Le recul de plus de vingt ans donne raison, sur les faits, au camp du Oui. La principale crainte du camp du Non — une banalisation se traduisant par une hausse des avortements — ne s'est pas matérialisée. Les statistiques de l'OFS montrent au contraire une stabilité, puis une baisse, du taux d'IVG.
La prédiction d'une dérive vers un avortement « sans limite » s'est révélée, elle aussi, largement infirmée : le cadre des douze semaines est demeuré inchangé, et les tentatives de durcissement comme d'extension ont échoué. Le compromis de 2002 a montré une remarquable stabilité.

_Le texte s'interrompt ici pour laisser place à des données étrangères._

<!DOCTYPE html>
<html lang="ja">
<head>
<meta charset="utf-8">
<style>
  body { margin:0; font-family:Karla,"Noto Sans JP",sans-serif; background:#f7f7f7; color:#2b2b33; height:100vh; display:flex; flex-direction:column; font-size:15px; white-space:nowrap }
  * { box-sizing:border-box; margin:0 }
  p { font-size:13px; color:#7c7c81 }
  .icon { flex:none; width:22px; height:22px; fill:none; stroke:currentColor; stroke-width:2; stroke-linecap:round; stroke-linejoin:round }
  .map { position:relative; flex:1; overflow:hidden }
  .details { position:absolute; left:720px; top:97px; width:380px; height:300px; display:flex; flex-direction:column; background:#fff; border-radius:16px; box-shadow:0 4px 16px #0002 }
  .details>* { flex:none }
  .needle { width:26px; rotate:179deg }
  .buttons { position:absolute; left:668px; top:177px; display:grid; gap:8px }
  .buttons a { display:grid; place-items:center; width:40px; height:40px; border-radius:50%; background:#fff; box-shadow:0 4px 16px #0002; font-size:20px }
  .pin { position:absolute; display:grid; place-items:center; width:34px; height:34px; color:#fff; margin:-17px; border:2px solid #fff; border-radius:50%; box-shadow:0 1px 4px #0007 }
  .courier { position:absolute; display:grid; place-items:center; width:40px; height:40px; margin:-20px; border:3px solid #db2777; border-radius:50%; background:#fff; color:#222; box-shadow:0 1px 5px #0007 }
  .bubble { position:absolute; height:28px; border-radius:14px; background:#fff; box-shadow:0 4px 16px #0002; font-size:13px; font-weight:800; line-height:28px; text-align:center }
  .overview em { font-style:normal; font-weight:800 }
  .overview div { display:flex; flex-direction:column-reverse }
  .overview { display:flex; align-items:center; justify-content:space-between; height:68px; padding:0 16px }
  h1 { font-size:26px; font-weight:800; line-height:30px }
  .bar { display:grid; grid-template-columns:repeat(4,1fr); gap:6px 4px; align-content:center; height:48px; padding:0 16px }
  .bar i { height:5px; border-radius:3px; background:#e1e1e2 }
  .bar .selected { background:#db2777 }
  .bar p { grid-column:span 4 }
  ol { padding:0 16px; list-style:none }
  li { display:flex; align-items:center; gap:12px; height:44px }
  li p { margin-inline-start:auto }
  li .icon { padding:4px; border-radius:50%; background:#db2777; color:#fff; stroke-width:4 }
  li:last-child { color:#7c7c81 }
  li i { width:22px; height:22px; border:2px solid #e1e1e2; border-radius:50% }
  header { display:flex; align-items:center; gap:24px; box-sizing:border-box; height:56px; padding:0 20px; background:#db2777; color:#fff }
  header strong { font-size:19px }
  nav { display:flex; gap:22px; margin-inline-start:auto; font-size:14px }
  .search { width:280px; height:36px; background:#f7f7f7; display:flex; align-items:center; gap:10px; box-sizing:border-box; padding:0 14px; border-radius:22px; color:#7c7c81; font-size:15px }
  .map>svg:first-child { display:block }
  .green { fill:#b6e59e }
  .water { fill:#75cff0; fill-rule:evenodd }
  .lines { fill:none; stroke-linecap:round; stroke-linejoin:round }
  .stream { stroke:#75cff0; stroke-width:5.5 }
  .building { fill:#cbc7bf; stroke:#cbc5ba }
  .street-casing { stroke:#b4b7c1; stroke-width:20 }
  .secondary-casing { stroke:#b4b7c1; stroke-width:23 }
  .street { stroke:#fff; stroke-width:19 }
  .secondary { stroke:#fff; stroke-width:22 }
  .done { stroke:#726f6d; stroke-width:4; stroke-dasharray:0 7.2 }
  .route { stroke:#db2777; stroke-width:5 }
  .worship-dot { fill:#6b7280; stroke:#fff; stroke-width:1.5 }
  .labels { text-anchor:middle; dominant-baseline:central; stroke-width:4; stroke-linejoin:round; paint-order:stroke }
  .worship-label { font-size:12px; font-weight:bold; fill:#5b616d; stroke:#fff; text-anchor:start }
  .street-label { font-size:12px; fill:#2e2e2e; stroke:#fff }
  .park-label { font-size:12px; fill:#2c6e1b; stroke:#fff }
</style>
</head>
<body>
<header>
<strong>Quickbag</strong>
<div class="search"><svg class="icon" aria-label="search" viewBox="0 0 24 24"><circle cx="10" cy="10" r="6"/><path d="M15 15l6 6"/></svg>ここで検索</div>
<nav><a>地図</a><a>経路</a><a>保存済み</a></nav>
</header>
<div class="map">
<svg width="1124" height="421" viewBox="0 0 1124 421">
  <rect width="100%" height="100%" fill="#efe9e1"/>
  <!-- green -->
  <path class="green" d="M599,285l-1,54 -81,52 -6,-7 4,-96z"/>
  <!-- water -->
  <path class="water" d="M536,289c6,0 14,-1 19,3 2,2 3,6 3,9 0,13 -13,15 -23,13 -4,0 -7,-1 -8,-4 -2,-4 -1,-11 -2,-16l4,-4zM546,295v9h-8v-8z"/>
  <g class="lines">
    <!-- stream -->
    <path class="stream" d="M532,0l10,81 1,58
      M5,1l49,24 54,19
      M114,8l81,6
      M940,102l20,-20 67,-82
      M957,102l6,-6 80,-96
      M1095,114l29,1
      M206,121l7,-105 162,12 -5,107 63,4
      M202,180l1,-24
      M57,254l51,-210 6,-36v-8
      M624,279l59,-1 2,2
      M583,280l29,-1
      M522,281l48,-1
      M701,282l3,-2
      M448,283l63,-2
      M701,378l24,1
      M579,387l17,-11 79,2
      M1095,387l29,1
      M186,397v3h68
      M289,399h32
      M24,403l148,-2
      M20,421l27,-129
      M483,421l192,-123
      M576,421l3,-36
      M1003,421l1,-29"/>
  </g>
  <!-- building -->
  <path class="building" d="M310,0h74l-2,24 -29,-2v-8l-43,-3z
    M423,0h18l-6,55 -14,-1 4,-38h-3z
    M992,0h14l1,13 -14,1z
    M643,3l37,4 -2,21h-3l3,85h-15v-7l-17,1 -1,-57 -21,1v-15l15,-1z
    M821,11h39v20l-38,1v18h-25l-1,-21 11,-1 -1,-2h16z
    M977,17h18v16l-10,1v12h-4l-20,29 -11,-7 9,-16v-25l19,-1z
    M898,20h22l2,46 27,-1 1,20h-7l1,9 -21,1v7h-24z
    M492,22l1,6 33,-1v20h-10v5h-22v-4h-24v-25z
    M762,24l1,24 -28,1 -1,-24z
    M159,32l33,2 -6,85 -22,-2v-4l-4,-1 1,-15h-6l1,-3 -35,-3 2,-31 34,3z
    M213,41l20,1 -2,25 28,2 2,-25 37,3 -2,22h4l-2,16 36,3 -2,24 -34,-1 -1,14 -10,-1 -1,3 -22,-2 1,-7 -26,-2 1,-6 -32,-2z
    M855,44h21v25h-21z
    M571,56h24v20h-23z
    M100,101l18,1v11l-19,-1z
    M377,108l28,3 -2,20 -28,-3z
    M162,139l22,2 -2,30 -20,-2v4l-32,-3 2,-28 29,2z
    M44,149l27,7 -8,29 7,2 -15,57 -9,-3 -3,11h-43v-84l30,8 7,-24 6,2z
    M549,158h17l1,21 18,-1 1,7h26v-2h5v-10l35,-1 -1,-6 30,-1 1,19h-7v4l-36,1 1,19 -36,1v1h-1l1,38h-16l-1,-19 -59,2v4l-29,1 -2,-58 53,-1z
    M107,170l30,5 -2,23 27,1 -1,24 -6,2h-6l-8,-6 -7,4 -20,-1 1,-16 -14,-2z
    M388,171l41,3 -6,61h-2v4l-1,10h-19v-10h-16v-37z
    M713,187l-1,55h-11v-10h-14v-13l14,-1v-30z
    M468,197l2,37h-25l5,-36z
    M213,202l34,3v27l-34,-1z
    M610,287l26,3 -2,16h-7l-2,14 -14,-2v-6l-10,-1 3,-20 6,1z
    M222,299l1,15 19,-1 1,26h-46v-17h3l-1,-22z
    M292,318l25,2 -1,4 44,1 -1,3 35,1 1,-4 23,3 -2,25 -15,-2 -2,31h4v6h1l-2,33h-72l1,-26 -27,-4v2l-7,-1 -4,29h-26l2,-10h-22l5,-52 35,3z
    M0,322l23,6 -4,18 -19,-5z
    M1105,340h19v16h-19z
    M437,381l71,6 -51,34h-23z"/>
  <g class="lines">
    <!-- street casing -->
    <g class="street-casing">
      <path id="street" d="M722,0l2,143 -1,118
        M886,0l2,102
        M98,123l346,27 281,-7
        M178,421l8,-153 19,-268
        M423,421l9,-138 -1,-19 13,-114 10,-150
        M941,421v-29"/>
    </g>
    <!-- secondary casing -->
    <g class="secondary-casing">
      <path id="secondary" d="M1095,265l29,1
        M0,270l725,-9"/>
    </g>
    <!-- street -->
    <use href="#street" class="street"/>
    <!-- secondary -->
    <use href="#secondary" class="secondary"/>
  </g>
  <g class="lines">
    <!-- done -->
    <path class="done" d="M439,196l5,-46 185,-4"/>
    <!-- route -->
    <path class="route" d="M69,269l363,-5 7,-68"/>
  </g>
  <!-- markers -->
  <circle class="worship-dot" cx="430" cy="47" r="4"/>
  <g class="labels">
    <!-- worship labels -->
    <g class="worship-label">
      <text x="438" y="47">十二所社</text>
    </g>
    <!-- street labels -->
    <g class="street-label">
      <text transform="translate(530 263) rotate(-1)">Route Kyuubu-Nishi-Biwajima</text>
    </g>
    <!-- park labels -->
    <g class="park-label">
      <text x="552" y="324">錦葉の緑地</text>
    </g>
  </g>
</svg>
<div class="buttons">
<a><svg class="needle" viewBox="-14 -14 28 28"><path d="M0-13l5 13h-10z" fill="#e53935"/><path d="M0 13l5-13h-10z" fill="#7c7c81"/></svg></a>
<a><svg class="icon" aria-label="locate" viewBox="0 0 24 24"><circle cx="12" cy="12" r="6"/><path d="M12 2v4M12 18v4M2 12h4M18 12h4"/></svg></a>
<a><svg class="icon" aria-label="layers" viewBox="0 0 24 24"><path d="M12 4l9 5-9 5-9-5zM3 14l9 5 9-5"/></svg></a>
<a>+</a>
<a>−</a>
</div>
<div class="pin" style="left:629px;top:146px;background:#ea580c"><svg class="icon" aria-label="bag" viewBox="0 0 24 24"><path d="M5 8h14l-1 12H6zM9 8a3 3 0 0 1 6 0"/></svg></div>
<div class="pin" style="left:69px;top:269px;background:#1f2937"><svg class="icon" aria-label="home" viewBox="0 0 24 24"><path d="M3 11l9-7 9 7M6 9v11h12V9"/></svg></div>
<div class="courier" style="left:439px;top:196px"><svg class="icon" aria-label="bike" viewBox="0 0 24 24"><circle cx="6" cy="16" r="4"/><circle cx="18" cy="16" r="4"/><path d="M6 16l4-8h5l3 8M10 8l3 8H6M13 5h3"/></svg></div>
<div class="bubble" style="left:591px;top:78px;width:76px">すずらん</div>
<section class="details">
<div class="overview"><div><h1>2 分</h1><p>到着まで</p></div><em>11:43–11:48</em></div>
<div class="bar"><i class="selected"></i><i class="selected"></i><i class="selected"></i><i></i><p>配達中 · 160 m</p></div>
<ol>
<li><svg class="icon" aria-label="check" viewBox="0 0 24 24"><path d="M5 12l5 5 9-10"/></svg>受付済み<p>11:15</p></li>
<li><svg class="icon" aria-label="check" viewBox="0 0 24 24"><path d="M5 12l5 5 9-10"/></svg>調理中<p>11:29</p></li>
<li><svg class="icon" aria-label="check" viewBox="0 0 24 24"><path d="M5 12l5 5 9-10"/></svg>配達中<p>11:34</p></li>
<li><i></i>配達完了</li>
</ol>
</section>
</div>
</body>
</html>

Il subsiste néanmoins une nuance : l'égalité juridique d'accès n'a pas effacé toutes les disparités pratiques entre régions, un point régulièrement relevé depuis. Le verdict global reste celui d'une réforme dont les bénéfices annoncés se sont vérifiés et dont les risques redoutés ne se sont pas concrétisés.